Uniting the two waters.

Becoming "men, whose darkness is illumined not by lightning, but by some kind of crystal or similar stone, or other substances that possess the property of shining during the night." 

This means arousing the Godly selves that lie dormant within us and coaxing it forward to act as the blazing, guiding lantern which will eradicate the darkness of "fragment and riddle and fearful chance".

Redemption lies within. True redemption is the birthing of the soul.




Sunday, August 11, 2013

Renaissance [5]

All new horizons begin with a sense of the ineffable. Everything newly born, everything purely good, everything real. It is that overwhelming elation that inspires all new undertakings. Only it can give the strength of spirit necessary to blaze a new trail and create something totally new and yet undiscovered.
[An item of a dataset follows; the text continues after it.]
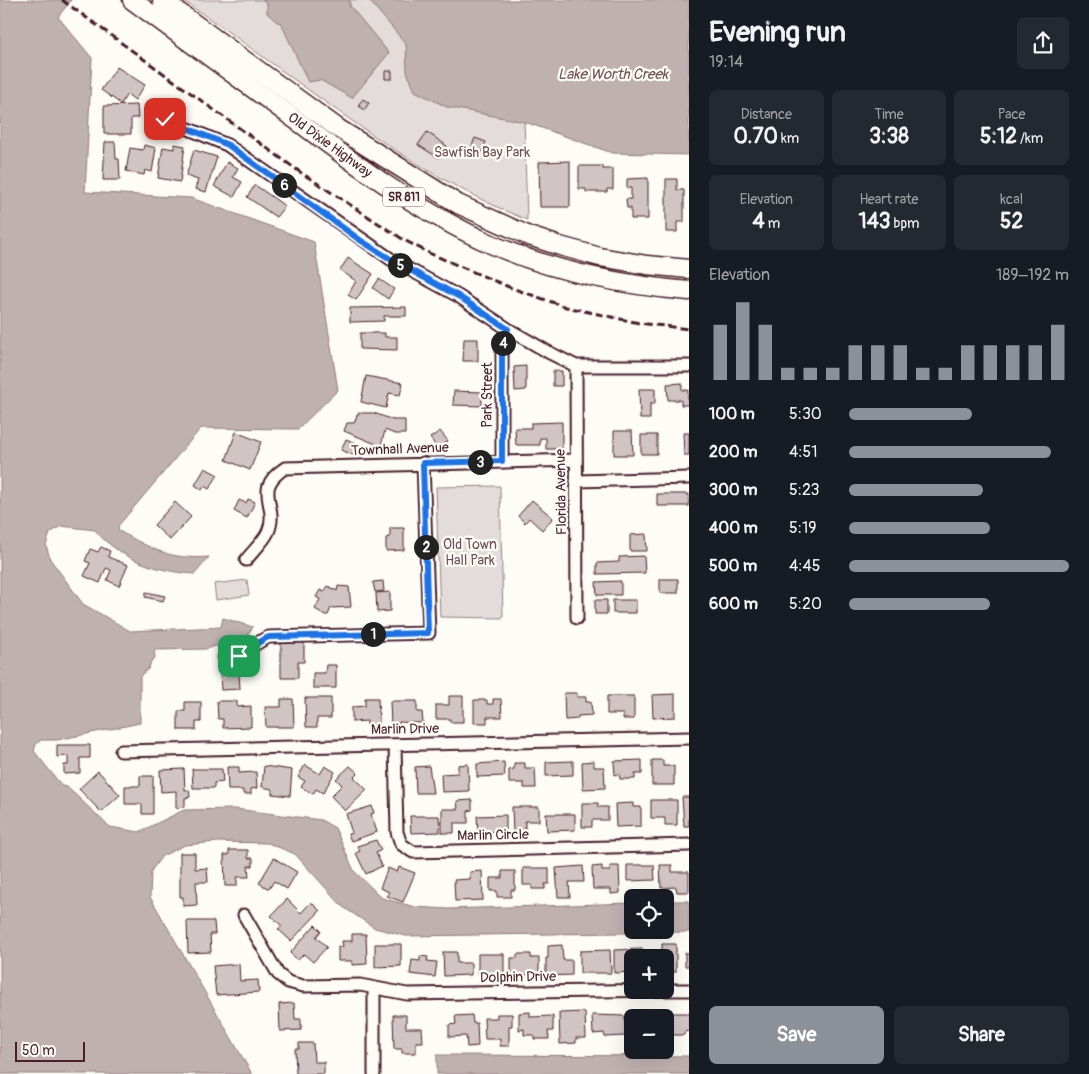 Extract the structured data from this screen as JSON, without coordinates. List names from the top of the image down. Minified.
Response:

We started our lives as children with the constant sense of the ineffable. A child is amazed by all that he discovers. The world and all its’ phenomenon are an endless source of wonder that causes him to be in a constant striving to unravel the secrets that ineffable reality hides. We tend to get exasperated by a child’s fascination with the menial and mundane; but within that exasperation is a tinge of jealousy, a slight longing for that time when we were so…open to wonder.

 “Our goal should be to live life in radical amazement. ....get up in the morning and look at the world in a way that takes nothing for granted. Everything is phenomenal; everything is incredible; never treat life casually. To be spiritual is to be amazed.” 
 
Rabbi Abraham Joshua Heschel

Later, as we grew and felt acquainted with our immediate surroundings and they stopped arousing within us the sense of the ineffable, we then felt an indescribable calling, a challenge to conquer the world, an indescribable call to growth, maturity, and success. Some hear that call for a while, but then become deaf to its' siren. Not those whose humanity is laced with the mystical. Their openness to the mystical ameliorates their humanity and facilitates it being constantly fertile. Every great endeavor in history resulted from an indefinable need to reveal something beyond all that has been already defined.
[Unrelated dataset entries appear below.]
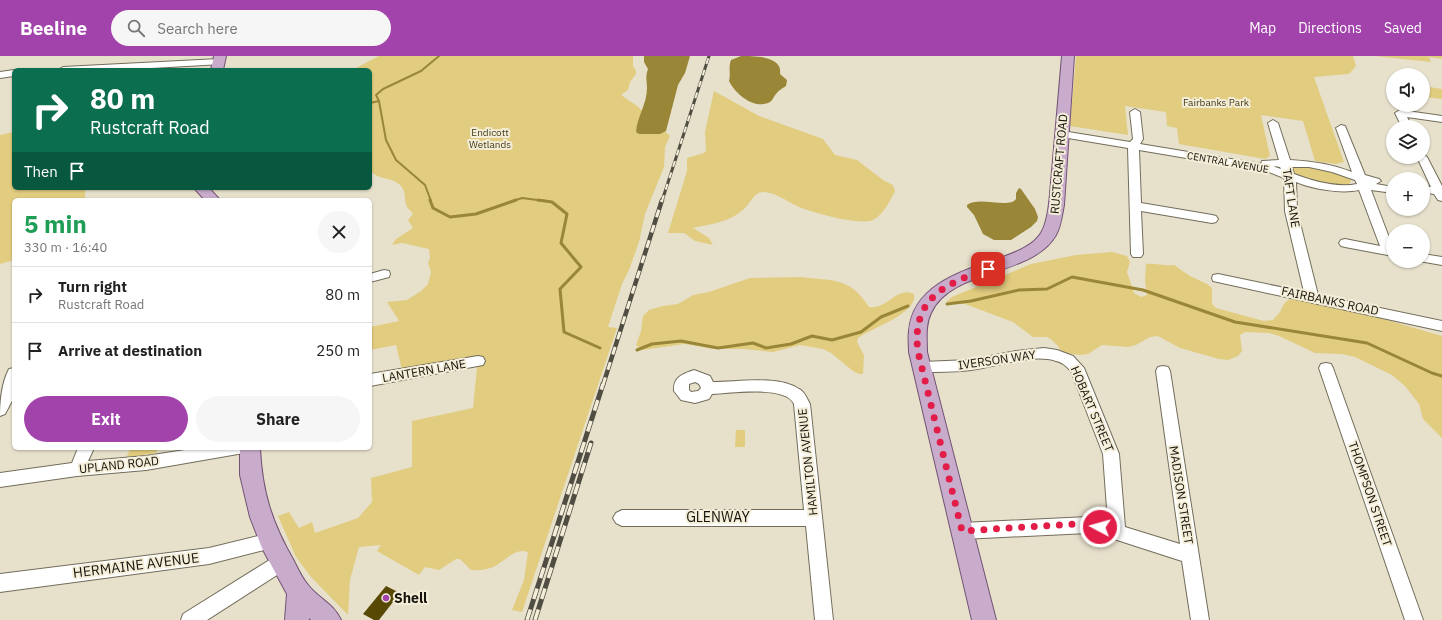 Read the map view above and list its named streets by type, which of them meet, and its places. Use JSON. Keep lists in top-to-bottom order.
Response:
{
  "streets": {
    "main road": ["RUSTCRAFT ROAD"],
    "street": [
      "CENTRAL AVENUE",
      "TAFT LANE",
      "FAIRBANKS ROAD",
      "IVERSON WAY",
      "LANTERN LANE",
      "HOBART STREET",
      "HAMILTON AVENUE",
      "UPLAND ROAD",
      "THOMPSON STREET",
      "MADISON STREET",
      "GLENWAY",
      "HERMAINE AVENUE"
    ]
  },
  "crossings": [
    ["CENTRAL AVENUE", "RUSTCRAFT ROAD"],
    ["CENTRAL AVENUE", "TAFT LANE"],
    ["RUSTCRAFT ROAD", "IVERSON WAY"],
    ["TAFT LANE", "FAIRBANKS ROAD"],
    ["IVERSON WAY", "HOBART STREET"],
    ["HAMILTON AVENUE", "GLENWAY"]
  ],
  "parks": ["Fairbanks Park", "Endicott Wetlands"],
  "places": ["Shell"],
  "page": {
    "header": "Beeline",
    "search": "Search here",
    "nav": ["Map", "Directions", "Saved"],
    "map_buttons": ["+", "−"],
    "turn": ["80 m", "Rustcraft Road"],
    "then": "Then",
    "heading": ["5 min", "330 m · 16:40"],
    "list": [
      {
        "name": "Turn right",
        "note": "Rustcraft Road",
        "value": "80 m"
      },
      {
        "name": "Arrive at destination",
        "value": "250 m"
      }
    ],
    "buttons": ["Exit", "Share"]
  }
}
And of course, all true love begins with a sense of the ineffable. A sensing of sweetness, of  indescribable longing, a feeling of completion that the beloved causes within that has been the subject of countless magical words that have all failed to truly describe the experience of utter love.

And only those lucky ones that have “dreamed a dream in time gone by, when hope was high and life worth living ,[and] dreamed that love would never die” are all too often the truly unlucky ones, who know that it never pays to dream, for they know the ineffable feeling of emptiness and pain over loss and death.

But, of course, ‘tis only that ineffable pain…that breeds the new vistas of rebirth and life that come thereafter.

When the night has been too lonely
and the road has been too long…
Just remember in the winter
Far beneath the bitter snows
Lies the seed that with the sun's love
In the spring becomes the rose.
                                            --- Amanda McBroom
                                    
But most importantly, an authentic, penetrating connection with G-d…begins and is only able to be developed and enhanced with a sense of the ineffable.

Because to really forge a bond with Him, one must have the constant sense of wonder and sincerity of a child [1], the unquenchable thrust to growth of robust youth [2], and the unyielding passion of a lover that knows that “Purity of the heart is to will one thing” [3](Kierkegaard).

Birth…Growth and daring to search for innovation…Love…The bond with God.

In King Solomon’s words:

All night long on my bed
    I looked for the one my heart loves;
    I looked for him but did not find him.
I will get up now and go about the city,
    through its streets and squares;
I will search for the one my heart loves.
    So I looked for him but did not find him.
The watchmen found me
    as they made their rounds in the city.
    “Have you seen the one my heart loves?”
Scarcely had I passed them
    when I found the one my heart loves.
I held him and would not let him go
    till I had brought him to my mother’s house,
    to the room of the one who conceived me.